> **Aim of the task**
Give back each line of the material that contains the word "tools".

- - - -

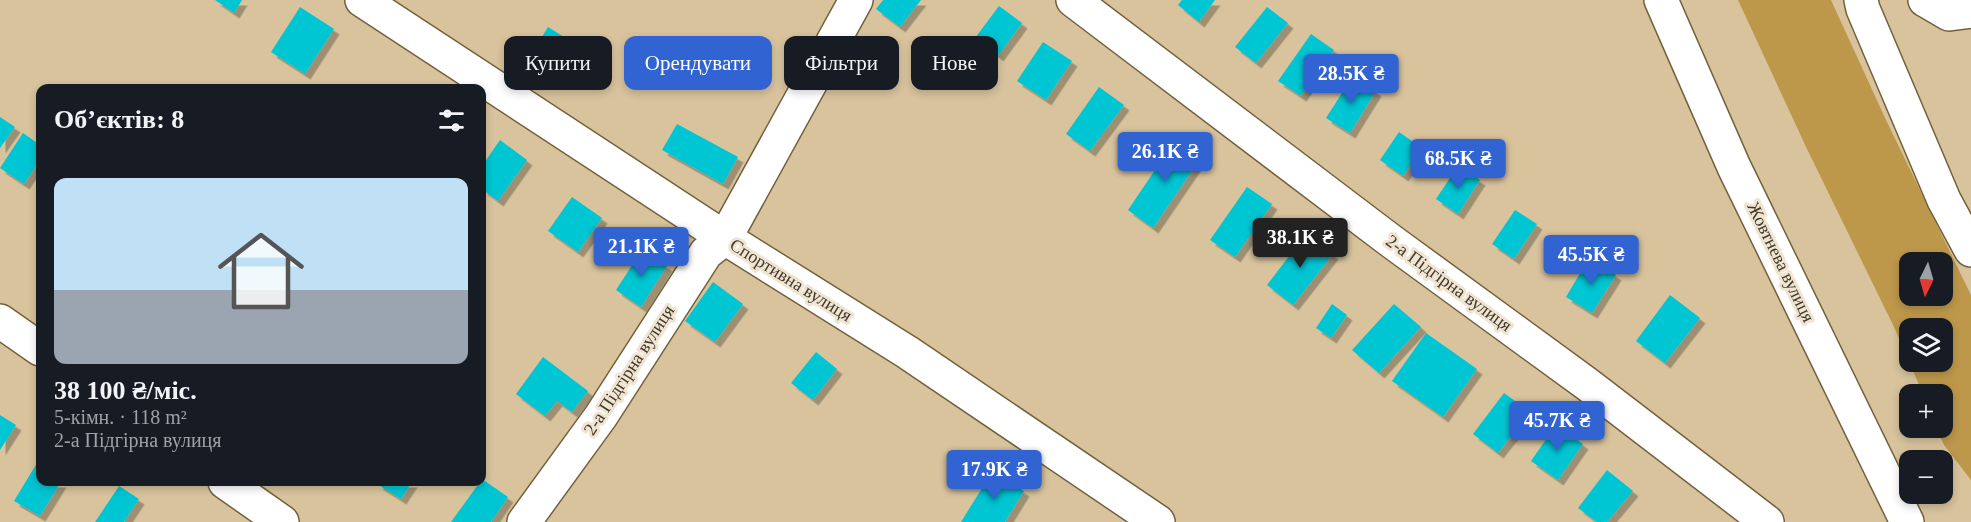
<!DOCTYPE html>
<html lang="uk">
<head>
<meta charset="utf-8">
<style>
	:root { --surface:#171b24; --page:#20242c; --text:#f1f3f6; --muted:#9ea1a6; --line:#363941; --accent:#3163d2 }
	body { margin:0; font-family:Georgia,serif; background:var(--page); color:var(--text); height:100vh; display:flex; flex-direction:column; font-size:22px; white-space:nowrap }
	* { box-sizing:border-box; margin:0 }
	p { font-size:20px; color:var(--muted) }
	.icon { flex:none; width:33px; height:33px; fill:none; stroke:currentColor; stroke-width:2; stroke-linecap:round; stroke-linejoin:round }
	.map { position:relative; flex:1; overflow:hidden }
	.panel { position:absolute; left:36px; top:84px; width:450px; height:402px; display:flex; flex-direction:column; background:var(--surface); border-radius:12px; box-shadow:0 3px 9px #0003 }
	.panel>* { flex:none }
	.guide { position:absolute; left:504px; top:36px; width:570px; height:54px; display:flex; gap:12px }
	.needle { width:39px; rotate:185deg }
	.tools { position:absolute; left:1899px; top:252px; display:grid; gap:12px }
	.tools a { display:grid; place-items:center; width:54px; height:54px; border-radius:12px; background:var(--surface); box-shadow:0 3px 9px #0003; font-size:30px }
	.price { position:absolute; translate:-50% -51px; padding:0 14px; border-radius:6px; background:var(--accent); color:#fff; font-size:20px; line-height:39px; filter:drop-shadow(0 2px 3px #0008) }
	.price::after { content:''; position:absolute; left:50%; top:36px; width:18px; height:14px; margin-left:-9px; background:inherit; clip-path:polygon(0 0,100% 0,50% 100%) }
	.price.selected { background:#222; color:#fff }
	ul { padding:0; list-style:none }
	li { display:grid; align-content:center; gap:12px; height:318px; padding:0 18px }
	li+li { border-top:2px solid var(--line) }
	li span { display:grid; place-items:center; height:186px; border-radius:12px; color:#555 }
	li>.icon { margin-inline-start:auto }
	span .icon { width:108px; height:108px; fill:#fffc; stroke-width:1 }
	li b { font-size:26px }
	h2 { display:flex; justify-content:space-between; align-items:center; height:72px; padding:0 18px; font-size:26px }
	.pill { padding:0 21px; border-radius:12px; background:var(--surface); box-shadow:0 3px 9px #0003; font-size:21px; line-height:54px }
	.pill.selected { background:var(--accent); color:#fff }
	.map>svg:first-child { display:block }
</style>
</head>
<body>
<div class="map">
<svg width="1971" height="522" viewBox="0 0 1971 522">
	<defs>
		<filter id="shadow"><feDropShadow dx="5.5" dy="5.5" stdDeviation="0" flood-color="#0004"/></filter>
	</defs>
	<rect width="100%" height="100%" fill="#d8c39d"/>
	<path fill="#bd984b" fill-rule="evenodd" d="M 1738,0 L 1831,0 L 1886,120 L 1971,295 L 1971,480 L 1944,445 L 1936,428 L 1942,428 L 1942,394 L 1923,394 L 1894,327 L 1807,149 ZM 1910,262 L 1942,262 L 1942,296 L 1910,296 ZM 1910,328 L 1942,328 L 1942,362 L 1910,362 Z"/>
	<path fill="#03c5d2" filter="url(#shadow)" d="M 215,0 L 242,0 L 234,13 Z
		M 883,0 L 921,0 L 900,27 L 876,9 Z
		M 1182,0 L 1215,0 L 1199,22 L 1178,5 Z
		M 999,6 L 1022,23 L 998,56 L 975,38 Z
		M 300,7 L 334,29 L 305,74 L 271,52 Z
		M 1267,7 L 1288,23 L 1256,63 L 1235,47 Z
		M 548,27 L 577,45 L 555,81 L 526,63 Z
		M 1311,34 L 1334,50 L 1301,96 L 1278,81 Z
		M 1043,42 L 1072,61 L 1046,100 L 1017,81 Z
		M 1353,76 L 1376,91 L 1350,133 L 1326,118 Z
		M 1099,87 L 1124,105 L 1090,151 L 1066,134 Z
		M 0,117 L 15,127 L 0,148 Z
		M 677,124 L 738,157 L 723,184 L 662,150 Z
		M 1399,132 L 1422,148 L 1403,176 L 1380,160 Z
		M 23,133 L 40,145 L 40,160 L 24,184 L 0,168 Z
		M 1176,139 L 1202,156 L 1153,228 L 1128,210 Z
		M 500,140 L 527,160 L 498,201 L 482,189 L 482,166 Z
		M 1458,166 L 1480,180 L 1458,214 L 1436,199 Z
		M 1247,187 L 1272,204 L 1235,257 L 1210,240 Z
		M 572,197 L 602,218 L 578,252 L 548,231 Z
		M 1515,210 L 1537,224 L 1514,259 L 1492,244 Z
		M 1306,234 L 1333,254 L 1293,305 L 1267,285 Z
		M 642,250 L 667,266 L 641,307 L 616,290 Z
		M 1589,258 L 1616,275 L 1592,313 L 1566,297 Z
		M 713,282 L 743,304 L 715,342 L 685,321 Z
		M 1670,295 L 1700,318 L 1665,363 L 1636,341 Z
		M 1332,304 L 1347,315 L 1331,338 L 1316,328 Z
		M 1394,304 L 1421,327 L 1379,373 L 1352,350 Z
		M 1426,333 L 1477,369 L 1443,417 L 1392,381 Z
		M 816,352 L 837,369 L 813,400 L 791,383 Z
		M 543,357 L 588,391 L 572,412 L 557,401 L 545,416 L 516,394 Z
		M 1504,393 L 1530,412 L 1498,453 L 1473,434 Z
		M 0,415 L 16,425 L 0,450 Z
		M 1556,425 L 1583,444 L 1558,480 L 1531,461 Z
		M 40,458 L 40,482 L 61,482 L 40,516 L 14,501 Z
		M 1607,470 L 1633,491 L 1607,522 L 1597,522 L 1578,508 Z
		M 992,472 L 1024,491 L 1005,522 L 961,522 Z
		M 482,479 L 508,497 L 491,522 L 451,522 L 480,482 L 482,482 Z
		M 379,482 L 412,482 L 401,499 L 377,484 Z
		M 119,486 L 139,499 L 124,522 L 95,522 Z"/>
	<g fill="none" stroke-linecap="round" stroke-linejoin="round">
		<defs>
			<path id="minor" d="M 362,0 L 725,238 L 907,352 L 1158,522
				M 1073,0 L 1391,241 L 1587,384 L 1767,522
				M 1661,0 L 1734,167 L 1907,522
				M 1861,0 L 1863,9 L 1944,200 L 1971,250
				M 1925,0 L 1949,14 L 1971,11
				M 0,321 L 40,349
				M 225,482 L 282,522
				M 524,522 L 601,416 L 706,253 L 725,238 L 856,0"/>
		</defs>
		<use href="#minor" stroke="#73613d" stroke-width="36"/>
		<use href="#minor" stroke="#fff" stroke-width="33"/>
	</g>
	<g text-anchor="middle" stroke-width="6" stroke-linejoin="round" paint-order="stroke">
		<g font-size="18" fill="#413829" stroke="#efe5d2">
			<text transform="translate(1781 262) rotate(64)" y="6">Жовтнева вулиця</text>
			<text transform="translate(791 280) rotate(32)" y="6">Спортивна вулиця</text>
			<text transform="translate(1449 283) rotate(36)" y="6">2-а Підгірна вулиця</text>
			<text transform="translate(629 370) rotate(-57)" y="6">2-а Підгірна вулиця</text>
		</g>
	</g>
</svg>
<div class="tools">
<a><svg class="needle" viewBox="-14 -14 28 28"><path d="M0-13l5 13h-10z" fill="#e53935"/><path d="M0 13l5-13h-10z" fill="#9ea1a6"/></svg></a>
<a><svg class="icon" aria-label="layers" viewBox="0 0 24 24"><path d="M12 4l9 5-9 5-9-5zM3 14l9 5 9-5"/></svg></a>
<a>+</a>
<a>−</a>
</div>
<b class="price" style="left:1351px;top:105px">28.5K ₴</b>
<b class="price" style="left:1165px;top:183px">26.1K ₴</b>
<b class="price" style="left:1458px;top:190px">68.5K ₴</b>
<b class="price selected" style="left:1300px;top:269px">38.1K ₴</b>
<b class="price" style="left:641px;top:278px">21.1K ₴</b>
<b class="price" style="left:1591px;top:286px">45.5K ₴</b>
<b class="price" style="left:1557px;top:452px">45.7K ₴</b>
<b class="price" style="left:994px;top:501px">17.9K ₴</b>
<div class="guide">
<a class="pill">Купити</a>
<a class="pill selected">Орендувати</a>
<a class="pill">Фільтри</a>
<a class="pill">Нове</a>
</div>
<section class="panel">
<h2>Об’єктів: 8<svg class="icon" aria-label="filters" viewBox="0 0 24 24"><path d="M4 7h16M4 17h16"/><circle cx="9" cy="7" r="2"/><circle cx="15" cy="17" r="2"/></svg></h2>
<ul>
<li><span style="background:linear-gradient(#bfe0f5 60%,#9aa5b1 0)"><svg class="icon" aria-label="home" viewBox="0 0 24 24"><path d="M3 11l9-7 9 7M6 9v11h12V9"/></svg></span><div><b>38 100 ₴/міс.</b><p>5-кімн. · 118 m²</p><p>2-а Підгірна вулиця</p></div></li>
</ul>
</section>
</div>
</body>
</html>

- - - -

> **Reply to the task**
	.tools { position:absolute; left:1899px; top:252px; display:grid; gap:12px }
	.tools a { display:grid; place-items:center; width:54px; height:54px; border-radius:12px; background:var(--surface); box-shadow:0 3px 9px #0003; font-size:30px }
<div class="tools">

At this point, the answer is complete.